═════ Dataset extract ═════

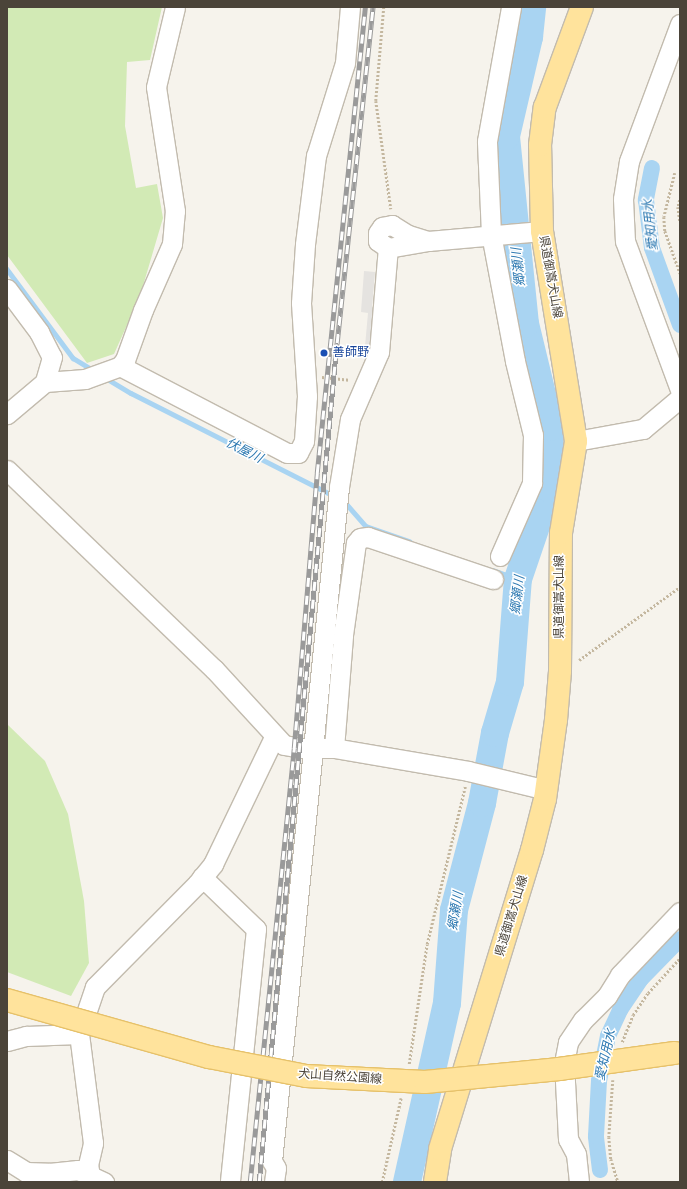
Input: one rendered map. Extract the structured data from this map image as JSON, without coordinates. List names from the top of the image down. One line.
{"streets":{"main road":["県道御嵩犬山線","犬山自然公園線"]},"water":["愛知用水","郷瀬川","伏屋川"],"places":["善師野"]}
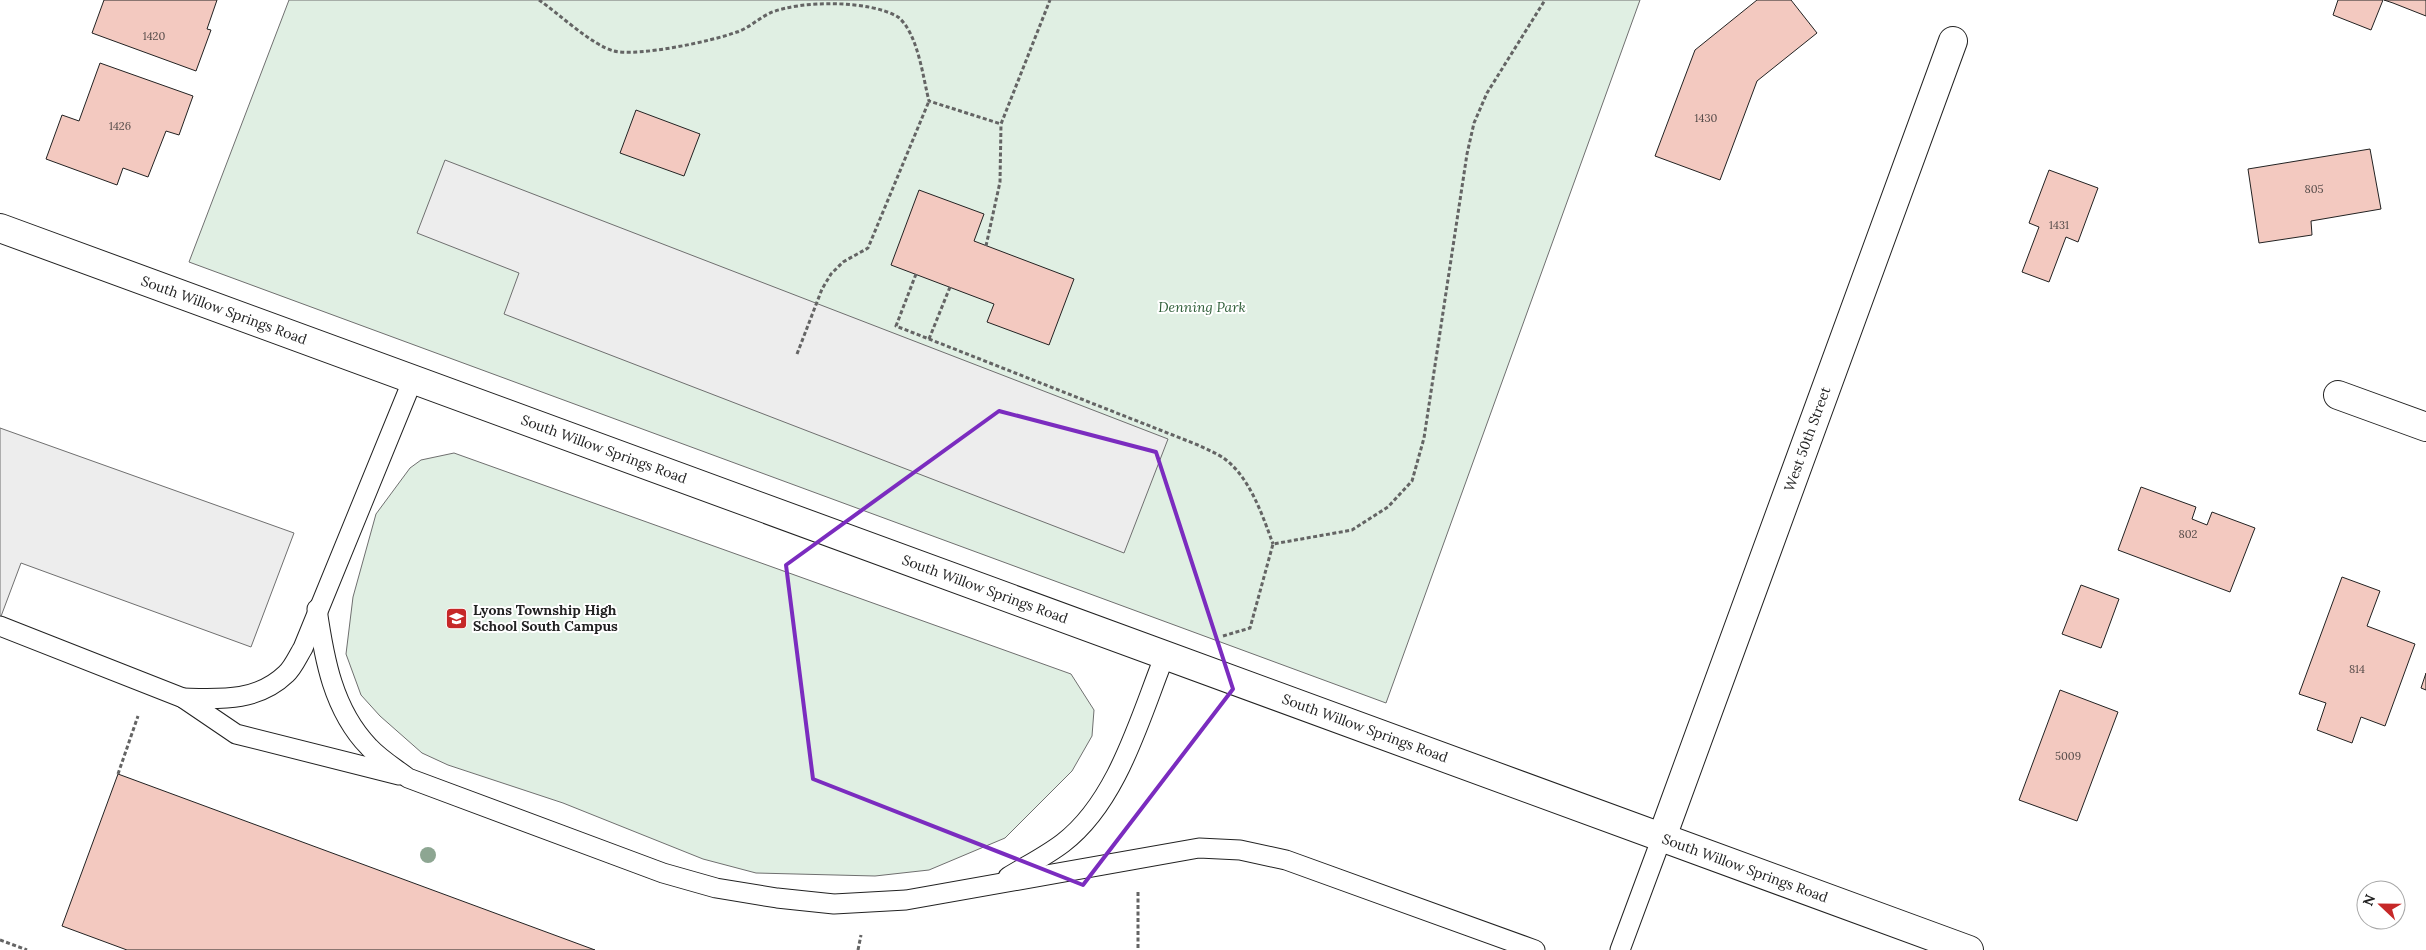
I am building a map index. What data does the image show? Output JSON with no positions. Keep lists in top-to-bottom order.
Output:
{
  "streets": {
    "street": ["South Willow Springs Road", "West 50th Street"]
  },
  "crossings": [
    ["South Willow Springs Road", "West 50th Street"]
  ],
  "parks": ["Denning Park"],
  "places": {
    "school or university": ["Lyons Township High School South Campus"]
  },
  "house_numbers": [
    "1420",
    "1430",
    "1426",
    "805",
    "1431",
    "802",
    "814",
    "5009"
  ],
  "north": "left"
}
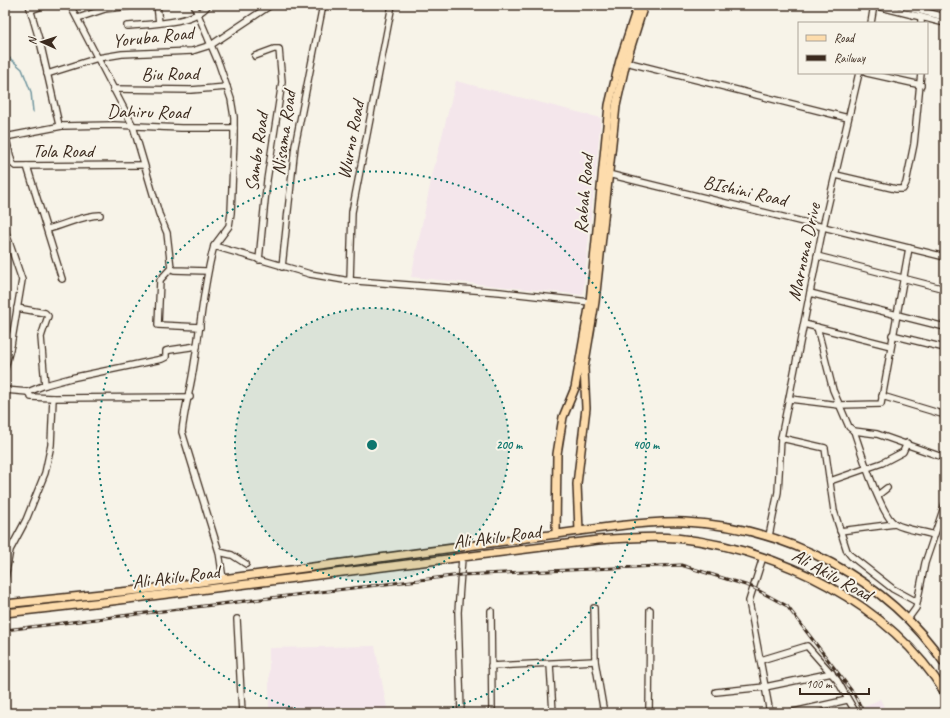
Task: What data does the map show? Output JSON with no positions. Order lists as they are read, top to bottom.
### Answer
{
  "streets": {
    "main road": ["Rabah Road", "Ali Akilu Road"],
    "street": [
      "Yoruba Road",
      "Biu Road",
      "Dahiru Road",
      "Nisama Road",
      "Wurno Road",
      "Tola Road",
      "Sambo Road",
      "BIshini Road",
      "Marnona Drive"
    ]
  },
  "crossings": [
    ["Dahiru Road", "Tola Road"],
    ["BIshini Road", "Rabah Road"],
    ["BIshini Road", "Marnona Drive"],
    ["Rabah Road", "Ali Akilu Road"],
    ["Marnona Drive", "Ali Akilu Road"]
  ],
  "legend": ["Road", "Railway"],
  "scale_bar": "100 m",
  "north": "left",
  "rings": ["200 m", "400 m"]
}
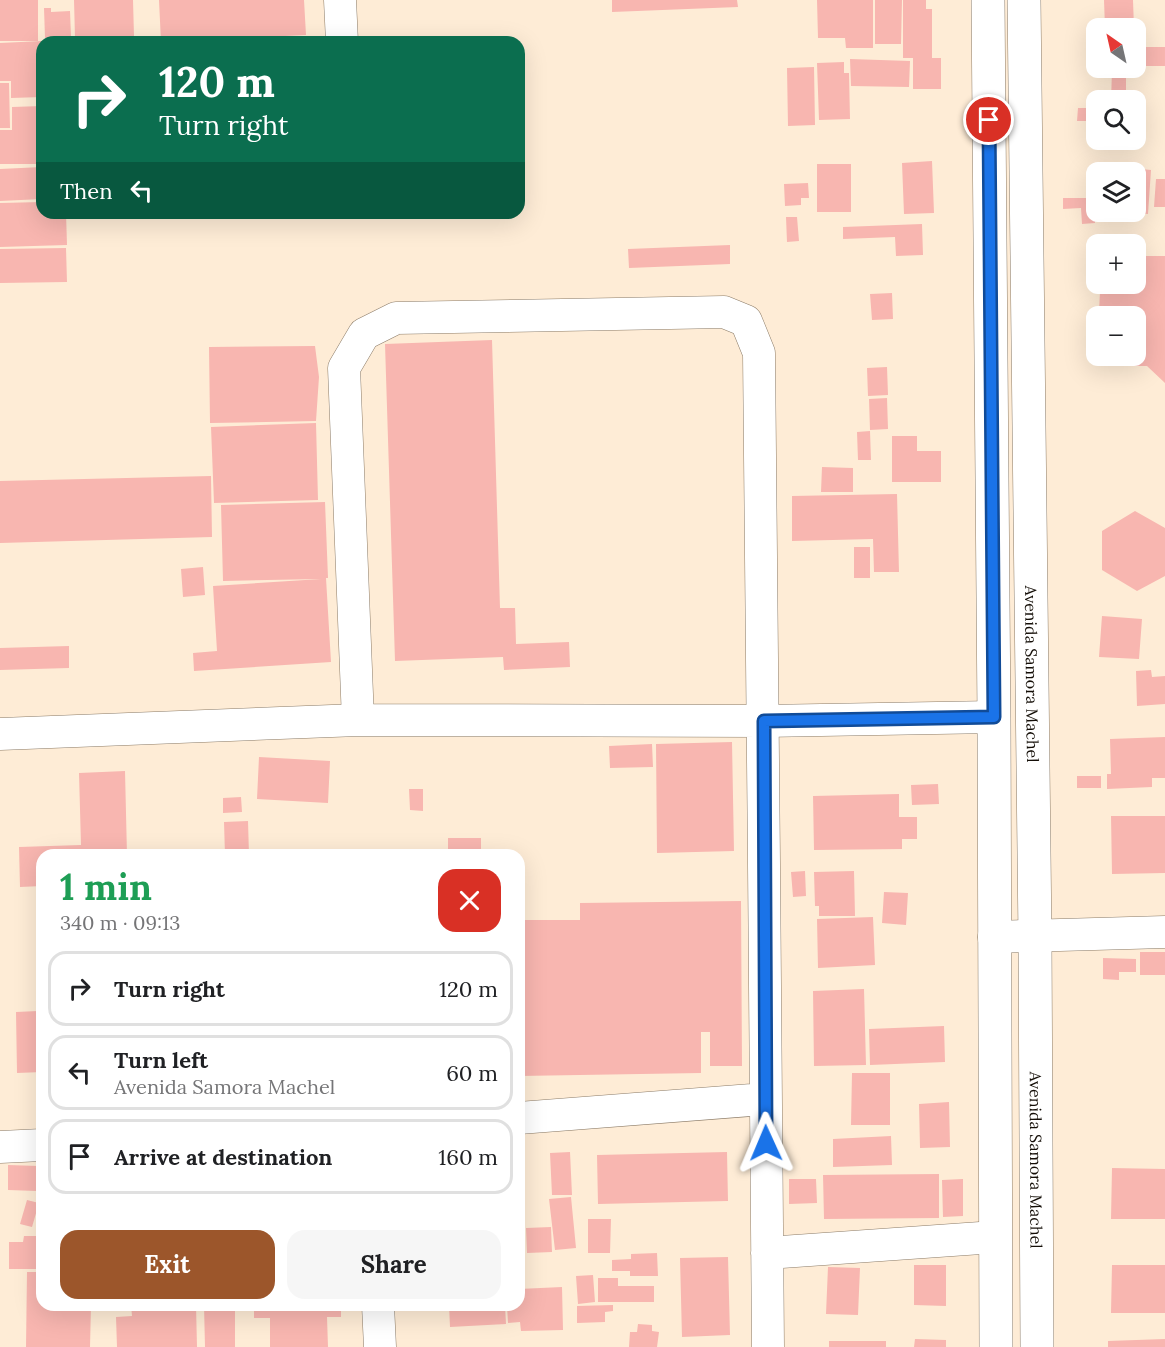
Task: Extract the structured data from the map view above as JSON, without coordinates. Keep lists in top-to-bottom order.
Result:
{
  "streets": {
    "highway": ["Avenida Samora Machel"]
  },
  "north": "top left",
  "page": {
    "map_buttons": ["+", "−"],
    "turn": ["120 m", "Turn right"],
    "then": "Then",
    "heading": ["1 min", "340 m · 09:13"],
    "list": [
      {
        "name": "Turn right",
        "value": "120 m"
      },
      {
        "name": "Turn left",
        "note": "Avenida Samora Machel",
        "value": "60 m"
      },
      {
        "name": "Arrive at destination",
        "value": "160 m"
      }
    ],
    "buttons": ["Exit", "Share"]
  }
}
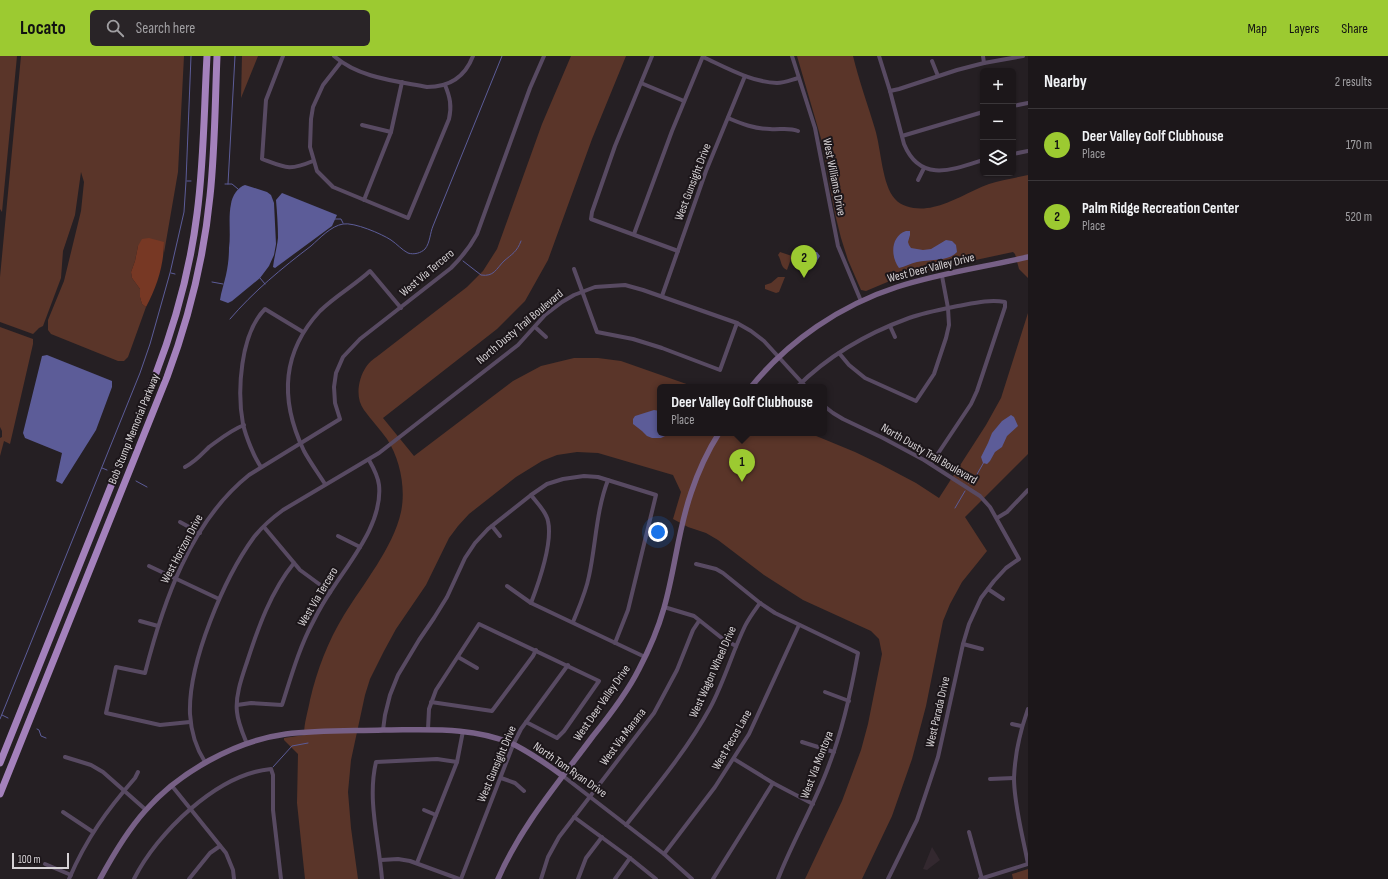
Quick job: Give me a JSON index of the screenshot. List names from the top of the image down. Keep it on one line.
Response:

═════

▶ _Prompt_
An exact copy of the listing is needed, minus its pictures.

▶ _Written response_
Input: one rendered map. Extract the structured data from this map image as JSON, without coordinates. List names from the top of the image down. One line.
{"streets":{"main road":["県道御嵩犬山線","犬山自然公園線"]},"water":["愛知用水","郷瀬川","伏屋川"],"places":["善師野"]}
I am building a map index. What data does the image show? Output JSON with no positions. Keep lists in top-to-bottom order.
Output:
{
  "streets": {
    "street": ["South Willow Springs Road", "West 50th Street"]
  },
  "crossings": [
    ["South Willow Springs Road", "West 50th Street"]
  ],
  "parks": ["Denning Park"],
  "places": {
    "school or university": ["Lyons Township High School South Campus"]
  },
  "house_numbers": [
    "1420",
    "1430",
    "1426",
    "805",
    "1431",
    "802",
    "814",
    "5009"
  ],
  "north": "left"
}
Task: What data does the map show? Output JSON with no positions. Order lists as they are read, top to bottom.
### Answer
{
  "streets": {
    "main road": ["Rabah Road", "Ali Akilu Road"],
    "street": [
      "Yoruba Road",
      "Biu Road",
      "Dahiru Road",
      "Nisama Road",
      "Wurno Road",
      "Tola Road",
      "Sambo Road",
      "BIshini Road",
      "Marnona Drive"
    ]
  },
  "crossings": [
    ["Dahiru Road", "Tola Road"],
    ["BIshini Road", "Rabah Road"],
    ["BIshini Road", "Marnona Drive"],
    ["Rabah Road", "Ali Akilu Road"],
    ["Marnona Drive", "Ali Akilu Road"]
  ],
  "legend": ["Road", "Railway"],
  "scale_bar": "100 m",
  "north": "left",
  "rings": ["200 m", "400 m"]
}
Task: Extract the structured data from the map view above as JSON, without coordinates. Keep lists in top-to-bottom order.
Result:
{
  "streets": {
    "highway": ["Avenida Samora Machel"]
  },
  "north": "top left",
  "page": {
    "map_buttons": ["+", "−"],
    "turn": ["120 m", "Turn right"],
    "then": "Then",
    "heading": ["1 min", "340 m · 09:13"],
    "list": [
      {
        "name": "Turn right",
        "value": "120 m"
      },
      {
        "name": "Turn left",
        "note": "Avenida Samora Machel",
        "value": "60 m"
      },
      {
        "name": "Arrive at destination",
        "value": "160 m"
      }
    ],
    "buttons": ["Exit", "Share"]
  }
}
Quick job: Give me a JSON index of the screenshot. List names from the top of the image down. Keep it on one line.
Response:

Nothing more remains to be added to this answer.